- Native to: Indonesia
- Region: Sulawesi, Tukang Besi Archipelago
- Native speakers: (250,000 cited 1995)
- Language family: Austronesian Malayo-PolynesianCelebicMuna–ButonTukang Besi; ; ; ;

Language codes
- ISO 639-3: Either: khc – Tukang Besi North bhq – Tukang Besi South
- Glottolog: tuka1247

= Tukang Besi language =

Austronesian language of the Tukangbesi Islands of southeast Sulawesi, Indonesia

Tukang Besi, or known in Indonesia by the terms Pulo or Wakatobi, is an Austronesian language spoken in the Tukangbesi Islands in southeast Sulawesi in Indonesia by a quarter million speakers. A Tukang Besi pidgin is used in the area.

==Phonology==

The northern dialect of Tukang Besi has 25 consonant phonemes and a basic 5-vowel system. It features stress which is usually on the second-to-last syllable. The language has two implosive consonants, which are uncommon in the world's languages. The plosives, except , and have prenasalized counterparts which act as separate phonemes.

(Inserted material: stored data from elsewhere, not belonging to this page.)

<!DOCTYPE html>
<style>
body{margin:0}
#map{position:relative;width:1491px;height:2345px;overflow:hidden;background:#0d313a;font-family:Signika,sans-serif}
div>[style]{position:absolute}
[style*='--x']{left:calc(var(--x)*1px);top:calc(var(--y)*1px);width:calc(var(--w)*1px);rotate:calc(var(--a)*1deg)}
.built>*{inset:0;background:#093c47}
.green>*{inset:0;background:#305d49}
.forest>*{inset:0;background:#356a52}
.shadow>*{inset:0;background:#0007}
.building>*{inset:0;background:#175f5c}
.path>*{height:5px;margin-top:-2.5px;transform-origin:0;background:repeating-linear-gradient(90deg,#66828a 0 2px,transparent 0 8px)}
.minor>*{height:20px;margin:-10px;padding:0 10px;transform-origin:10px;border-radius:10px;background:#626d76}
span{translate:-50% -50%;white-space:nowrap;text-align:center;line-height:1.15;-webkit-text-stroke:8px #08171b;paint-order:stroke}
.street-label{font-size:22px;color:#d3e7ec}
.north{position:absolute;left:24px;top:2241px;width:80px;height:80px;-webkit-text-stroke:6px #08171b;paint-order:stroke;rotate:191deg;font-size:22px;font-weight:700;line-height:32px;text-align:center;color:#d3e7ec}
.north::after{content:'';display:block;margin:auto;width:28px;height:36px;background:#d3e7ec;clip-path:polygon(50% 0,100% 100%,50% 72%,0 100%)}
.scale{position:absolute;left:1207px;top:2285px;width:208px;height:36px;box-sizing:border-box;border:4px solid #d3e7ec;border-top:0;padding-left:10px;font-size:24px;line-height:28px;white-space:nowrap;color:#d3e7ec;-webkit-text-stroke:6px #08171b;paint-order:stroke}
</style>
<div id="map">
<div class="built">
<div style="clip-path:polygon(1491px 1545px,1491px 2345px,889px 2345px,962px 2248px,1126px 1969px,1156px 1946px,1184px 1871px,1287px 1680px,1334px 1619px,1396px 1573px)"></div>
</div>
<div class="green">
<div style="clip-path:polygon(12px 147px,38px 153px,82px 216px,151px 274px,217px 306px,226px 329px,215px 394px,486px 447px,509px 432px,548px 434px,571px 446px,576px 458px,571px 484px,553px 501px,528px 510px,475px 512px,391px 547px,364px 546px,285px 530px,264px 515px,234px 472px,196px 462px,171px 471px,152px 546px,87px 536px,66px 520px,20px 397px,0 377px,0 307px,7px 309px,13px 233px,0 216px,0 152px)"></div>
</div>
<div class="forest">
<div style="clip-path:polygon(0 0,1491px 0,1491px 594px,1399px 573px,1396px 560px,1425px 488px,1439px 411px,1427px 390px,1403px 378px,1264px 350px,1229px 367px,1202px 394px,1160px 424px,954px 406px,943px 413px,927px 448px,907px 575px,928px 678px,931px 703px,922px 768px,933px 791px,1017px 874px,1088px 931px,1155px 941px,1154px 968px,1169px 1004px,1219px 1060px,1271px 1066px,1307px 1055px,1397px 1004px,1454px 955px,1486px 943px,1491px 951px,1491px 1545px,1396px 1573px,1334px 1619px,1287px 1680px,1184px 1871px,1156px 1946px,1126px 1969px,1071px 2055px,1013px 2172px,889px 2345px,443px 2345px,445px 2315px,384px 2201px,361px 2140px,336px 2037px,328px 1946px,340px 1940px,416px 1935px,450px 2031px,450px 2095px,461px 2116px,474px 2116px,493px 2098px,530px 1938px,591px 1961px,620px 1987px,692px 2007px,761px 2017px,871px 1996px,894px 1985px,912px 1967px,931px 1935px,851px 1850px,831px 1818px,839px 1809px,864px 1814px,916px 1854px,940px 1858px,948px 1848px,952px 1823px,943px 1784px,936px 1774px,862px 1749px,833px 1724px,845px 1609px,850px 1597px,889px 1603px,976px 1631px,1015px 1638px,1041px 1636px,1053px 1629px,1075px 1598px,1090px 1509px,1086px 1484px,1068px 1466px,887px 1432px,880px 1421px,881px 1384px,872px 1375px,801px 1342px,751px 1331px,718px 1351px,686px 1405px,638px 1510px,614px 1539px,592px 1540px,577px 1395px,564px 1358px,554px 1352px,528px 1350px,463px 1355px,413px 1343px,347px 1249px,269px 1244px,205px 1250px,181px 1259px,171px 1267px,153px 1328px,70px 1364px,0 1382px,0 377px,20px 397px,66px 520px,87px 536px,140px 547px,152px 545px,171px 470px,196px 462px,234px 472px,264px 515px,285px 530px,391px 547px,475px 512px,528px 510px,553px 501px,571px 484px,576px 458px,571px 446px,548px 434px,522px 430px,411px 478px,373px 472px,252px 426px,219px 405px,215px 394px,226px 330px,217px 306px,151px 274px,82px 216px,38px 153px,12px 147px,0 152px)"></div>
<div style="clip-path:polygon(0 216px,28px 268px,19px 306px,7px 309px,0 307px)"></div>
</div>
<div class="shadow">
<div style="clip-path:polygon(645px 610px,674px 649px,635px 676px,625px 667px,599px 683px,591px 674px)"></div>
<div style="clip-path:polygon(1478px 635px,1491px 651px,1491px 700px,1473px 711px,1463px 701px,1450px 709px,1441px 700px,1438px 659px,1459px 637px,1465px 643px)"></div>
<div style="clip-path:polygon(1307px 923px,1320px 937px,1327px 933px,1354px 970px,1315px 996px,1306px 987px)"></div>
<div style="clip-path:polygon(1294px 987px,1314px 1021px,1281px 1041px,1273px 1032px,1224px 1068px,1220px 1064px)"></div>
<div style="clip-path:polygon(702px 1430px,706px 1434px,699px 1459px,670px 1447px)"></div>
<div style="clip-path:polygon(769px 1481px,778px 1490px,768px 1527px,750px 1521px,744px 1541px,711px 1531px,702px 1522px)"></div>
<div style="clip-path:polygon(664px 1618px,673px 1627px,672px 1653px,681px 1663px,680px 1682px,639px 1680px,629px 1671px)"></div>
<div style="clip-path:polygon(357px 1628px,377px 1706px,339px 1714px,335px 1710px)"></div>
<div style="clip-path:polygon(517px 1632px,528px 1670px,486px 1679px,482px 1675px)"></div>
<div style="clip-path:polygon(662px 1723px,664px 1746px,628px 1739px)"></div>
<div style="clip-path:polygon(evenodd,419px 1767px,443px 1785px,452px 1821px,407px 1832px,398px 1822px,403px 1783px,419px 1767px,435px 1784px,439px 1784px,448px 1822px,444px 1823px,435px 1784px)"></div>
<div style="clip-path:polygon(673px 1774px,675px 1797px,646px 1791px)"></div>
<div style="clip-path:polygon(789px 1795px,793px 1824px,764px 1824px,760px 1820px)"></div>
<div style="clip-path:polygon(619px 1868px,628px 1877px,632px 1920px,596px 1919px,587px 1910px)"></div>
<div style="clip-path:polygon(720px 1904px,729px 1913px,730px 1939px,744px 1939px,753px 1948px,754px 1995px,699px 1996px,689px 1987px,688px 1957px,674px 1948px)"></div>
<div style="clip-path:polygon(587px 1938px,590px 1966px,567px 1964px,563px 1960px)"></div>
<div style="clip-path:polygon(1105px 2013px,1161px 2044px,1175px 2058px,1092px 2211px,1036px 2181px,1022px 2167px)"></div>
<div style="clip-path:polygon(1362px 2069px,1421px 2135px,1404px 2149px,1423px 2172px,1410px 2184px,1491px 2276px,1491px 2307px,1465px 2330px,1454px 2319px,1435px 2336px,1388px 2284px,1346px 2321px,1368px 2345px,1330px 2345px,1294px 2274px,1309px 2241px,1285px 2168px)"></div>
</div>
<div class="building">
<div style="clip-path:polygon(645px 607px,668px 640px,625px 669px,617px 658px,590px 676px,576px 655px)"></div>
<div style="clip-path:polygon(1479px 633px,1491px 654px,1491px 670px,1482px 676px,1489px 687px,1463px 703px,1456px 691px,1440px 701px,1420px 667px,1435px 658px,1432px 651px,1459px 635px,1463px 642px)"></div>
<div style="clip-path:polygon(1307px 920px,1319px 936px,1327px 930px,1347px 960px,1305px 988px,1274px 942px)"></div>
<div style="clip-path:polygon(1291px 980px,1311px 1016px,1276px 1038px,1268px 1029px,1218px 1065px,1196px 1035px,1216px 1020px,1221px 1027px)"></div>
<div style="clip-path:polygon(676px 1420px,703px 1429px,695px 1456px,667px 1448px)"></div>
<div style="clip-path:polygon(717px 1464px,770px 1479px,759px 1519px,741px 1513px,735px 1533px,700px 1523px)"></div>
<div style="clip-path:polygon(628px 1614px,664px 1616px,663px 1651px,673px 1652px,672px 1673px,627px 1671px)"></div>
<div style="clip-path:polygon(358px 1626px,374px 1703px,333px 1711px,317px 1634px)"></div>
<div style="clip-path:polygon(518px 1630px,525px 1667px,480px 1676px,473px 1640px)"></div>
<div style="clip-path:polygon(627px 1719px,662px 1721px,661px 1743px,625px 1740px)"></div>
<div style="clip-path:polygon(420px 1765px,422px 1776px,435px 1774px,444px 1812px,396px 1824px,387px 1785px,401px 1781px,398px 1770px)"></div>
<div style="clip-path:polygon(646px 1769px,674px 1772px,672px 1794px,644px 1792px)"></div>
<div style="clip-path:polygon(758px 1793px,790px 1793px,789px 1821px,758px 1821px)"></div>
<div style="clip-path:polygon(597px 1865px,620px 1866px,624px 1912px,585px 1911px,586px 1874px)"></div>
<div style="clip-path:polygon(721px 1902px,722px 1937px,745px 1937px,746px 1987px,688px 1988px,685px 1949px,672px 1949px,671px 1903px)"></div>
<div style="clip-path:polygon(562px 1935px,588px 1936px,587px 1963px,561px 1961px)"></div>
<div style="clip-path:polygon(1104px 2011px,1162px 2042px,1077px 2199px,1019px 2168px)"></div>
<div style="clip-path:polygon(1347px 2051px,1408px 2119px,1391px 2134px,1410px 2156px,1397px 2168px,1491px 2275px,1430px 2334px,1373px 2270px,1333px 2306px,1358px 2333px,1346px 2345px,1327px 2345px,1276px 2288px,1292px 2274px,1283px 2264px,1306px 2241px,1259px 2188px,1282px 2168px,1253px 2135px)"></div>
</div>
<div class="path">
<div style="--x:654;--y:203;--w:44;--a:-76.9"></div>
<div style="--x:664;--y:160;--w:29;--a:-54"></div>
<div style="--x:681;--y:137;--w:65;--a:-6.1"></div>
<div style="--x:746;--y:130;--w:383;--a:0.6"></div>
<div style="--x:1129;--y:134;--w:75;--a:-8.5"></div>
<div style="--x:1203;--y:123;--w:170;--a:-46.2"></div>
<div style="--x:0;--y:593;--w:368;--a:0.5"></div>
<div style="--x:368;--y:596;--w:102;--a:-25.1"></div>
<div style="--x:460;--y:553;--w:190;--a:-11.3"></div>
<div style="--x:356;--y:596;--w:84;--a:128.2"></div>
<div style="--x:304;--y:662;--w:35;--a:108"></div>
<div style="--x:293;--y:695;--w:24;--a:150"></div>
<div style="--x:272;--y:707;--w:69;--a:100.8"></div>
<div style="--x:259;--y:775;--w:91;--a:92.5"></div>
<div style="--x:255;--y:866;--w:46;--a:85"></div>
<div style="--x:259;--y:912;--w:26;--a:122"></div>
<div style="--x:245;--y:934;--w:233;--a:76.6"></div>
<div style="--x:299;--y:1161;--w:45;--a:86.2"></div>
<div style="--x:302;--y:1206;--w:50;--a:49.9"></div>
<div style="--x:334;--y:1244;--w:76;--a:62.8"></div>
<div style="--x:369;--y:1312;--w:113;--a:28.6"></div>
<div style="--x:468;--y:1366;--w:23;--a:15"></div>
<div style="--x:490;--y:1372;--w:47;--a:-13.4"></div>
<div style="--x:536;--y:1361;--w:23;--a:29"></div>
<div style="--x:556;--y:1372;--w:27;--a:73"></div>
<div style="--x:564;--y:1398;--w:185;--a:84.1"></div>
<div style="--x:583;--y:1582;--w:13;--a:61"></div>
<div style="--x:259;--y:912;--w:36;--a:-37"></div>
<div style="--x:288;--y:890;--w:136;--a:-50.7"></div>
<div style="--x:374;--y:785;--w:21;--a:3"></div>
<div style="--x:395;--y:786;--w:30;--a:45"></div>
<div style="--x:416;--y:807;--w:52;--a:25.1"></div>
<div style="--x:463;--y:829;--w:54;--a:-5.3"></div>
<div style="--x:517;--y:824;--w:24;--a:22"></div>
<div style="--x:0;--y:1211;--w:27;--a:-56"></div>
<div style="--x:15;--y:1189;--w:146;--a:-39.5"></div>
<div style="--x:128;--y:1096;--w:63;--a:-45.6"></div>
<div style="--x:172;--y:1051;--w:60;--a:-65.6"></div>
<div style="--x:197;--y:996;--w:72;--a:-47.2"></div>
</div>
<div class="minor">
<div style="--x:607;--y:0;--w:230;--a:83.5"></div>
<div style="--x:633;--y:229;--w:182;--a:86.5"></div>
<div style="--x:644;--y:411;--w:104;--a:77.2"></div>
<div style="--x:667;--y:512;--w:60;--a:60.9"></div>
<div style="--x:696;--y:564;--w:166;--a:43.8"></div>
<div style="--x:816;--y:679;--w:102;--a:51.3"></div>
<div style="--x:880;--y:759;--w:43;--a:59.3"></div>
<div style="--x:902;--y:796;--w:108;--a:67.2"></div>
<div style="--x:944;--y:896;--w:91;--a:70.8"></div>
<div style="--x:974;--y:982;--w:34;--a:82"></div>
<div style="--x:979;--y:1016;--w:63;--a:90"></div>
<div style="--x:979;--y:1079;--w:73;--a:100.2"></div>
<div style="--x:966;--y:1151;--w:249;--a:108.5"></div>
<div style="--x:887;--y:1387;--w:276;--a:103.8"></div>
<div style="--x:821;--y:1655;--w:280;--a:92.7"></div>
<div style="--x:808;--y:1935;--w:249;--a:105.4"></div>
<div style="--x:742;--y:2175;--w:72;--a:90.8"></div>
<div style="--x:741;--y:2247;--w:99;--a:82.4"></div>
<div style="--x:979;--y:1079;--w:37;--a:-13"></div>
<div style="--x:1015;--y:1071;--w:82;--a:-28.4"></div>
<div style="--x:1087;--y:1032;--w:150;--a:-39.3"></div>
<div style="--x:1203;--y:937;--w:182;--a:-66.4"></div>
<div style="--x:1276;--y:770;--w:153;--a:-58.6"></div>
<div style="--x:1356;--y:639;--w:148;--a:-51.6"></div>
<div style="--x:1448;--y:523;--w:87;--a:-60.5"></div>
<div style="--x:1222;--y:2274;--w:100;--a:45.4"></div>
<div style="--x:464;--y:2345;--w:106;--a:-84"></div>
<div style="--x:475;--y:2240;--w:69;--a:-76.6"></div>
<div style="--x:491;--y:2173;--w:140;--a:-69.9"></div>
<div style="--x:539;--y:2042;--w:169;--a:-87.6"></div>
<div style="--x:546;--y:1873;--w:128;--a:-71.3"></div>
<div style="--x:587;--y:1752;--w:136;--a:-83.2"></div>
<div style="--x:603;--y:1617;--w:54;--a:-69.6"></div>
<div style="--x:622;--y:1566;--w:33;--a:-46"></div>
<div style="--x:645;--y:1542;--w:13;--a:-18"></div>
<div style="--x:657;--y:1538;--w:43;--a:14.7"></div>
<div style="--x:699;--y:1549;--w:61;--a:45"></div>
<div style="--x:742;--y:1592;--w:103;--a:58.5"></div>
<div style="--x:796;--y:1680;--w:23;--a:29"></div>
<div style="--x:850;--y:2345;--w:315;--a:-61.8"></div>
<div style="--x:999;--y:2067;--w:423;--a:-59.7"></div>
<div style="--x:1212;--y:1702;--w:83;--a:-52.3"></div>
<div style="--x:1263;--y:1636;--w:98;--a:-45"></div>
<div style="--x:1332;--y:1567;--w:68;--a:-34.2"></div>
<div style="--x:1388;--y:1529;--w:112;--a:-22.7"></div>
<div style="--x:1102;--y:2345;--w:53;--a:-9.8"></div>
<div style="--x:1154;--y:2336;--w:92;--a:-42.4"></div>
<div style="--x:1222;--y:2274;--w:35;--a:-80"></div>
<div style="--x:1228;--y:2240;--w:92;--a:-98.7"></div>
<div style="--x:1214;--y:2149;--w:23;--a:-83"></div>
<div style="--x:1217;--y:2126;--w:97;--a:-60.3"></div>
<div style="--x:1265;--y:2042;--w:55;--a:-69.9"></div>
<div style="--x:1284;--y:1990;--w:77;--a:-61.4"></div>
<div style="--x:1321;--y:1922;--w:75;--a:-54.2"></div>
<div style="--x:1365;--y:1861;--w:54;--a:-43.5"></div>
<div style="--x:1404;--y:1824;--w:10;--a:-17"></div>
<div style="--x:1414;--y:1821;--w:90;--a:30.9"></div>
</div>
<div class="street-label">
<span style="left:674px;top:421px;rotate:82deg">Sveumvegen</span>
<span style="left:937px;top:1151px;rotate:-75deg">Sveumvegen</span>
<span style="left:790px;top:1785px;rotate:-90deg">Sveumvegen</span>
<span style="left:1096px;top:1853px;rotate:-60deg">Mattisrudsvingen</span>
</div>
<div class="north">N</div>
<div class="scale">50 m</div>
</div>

Tukang Besi (northern dialect) consonants
|  |  | Bilabial |  | Dental/ Alveolar |  | Velar |  | Glottal |
| Nasal |  | m |  | n |  | ŋ |  |  |
| Plosive | plain | p | b | t̪ | (d̪) | k | ɡ | ʔ |
| prenasalized | mp | mb | n̪t̪ | n̪d̪ | ŋk | ŋɡ |  |
| Implosive |  |  | ɓ |  | ɗ̪ |  |  |  |
| Fricative | plain |  | β | s | (z) |  |  | h |
| prenasalized |  |  | n̪s̪ |  |  |  |  |
| Trill |  |  |  | r |  |  |  |  |
| Lateral |  |  |  | l̪ |  |  |  |  |

The vowel phonemes of Tukang Besi

Notes:
- //b// only appears in loanwords, but it contrasts with //ɓ//
- /[d]/ and /[z]/ are not phonemic and appear only as allophones of //dʒ//, which appears only in loanwords.

==Orthography==
===Vowels===
- a – /[a/ɐ]/
- e – /[ɛ/e]/
- i – /[i/ɪ]/
- o – /[o/ɔ]/
- u – /[ɯ/u]/

===Consonants===
- b – /[ɓ/ʔɓ/ʔb/β]/
- b̠ – /[b]/
- c – /[t͡ʃ]/
- d – /[ɗ̪]/
- d̠ – /[d/d͡ʒ/z]/
- g – /[g/ɠ/ʔɠ/ɣ]/
- h – /[h/ɸ]/
- j – /[d͡ʒ]/
- k – /[k/c]/
- l – /[l̪]/
- m – /[m]/
- mb – /[mb]/
- mp – /[mp]/
- n – /[n]/
- nd – /[n̪d̪]/
- ns – /[n̪s̪]/
- nt – /[n̪t̪]/
- ng – /[ŋ]/
- ngg – /[ŋɡ]/
- ngk – /[ŋk]/
- nj – /[n̪d̪]/
- p – /[p]/
- r – /[r]/
- s – /[s]/
- t – /[t̪]/
- w – /[w]/
- ' – /[ʔ]/

==Grammar==
===Nouns===
Tukang Besi does not have grammatical gender or number. It is an ergative–absolutive language.

===Verbs===
Tukang Besi has an inflectional future tense, which is indicated with a prefix, but no past tense.

===Word order===
Tukang Besi uses verb–object–subject word order, which is also used by Fijian. Like many Austronesian languages, it has prepositions, but places adjectives, genitives, and determiners after nouns. Yes–no questions are indicated by a particle at the end of the sentence.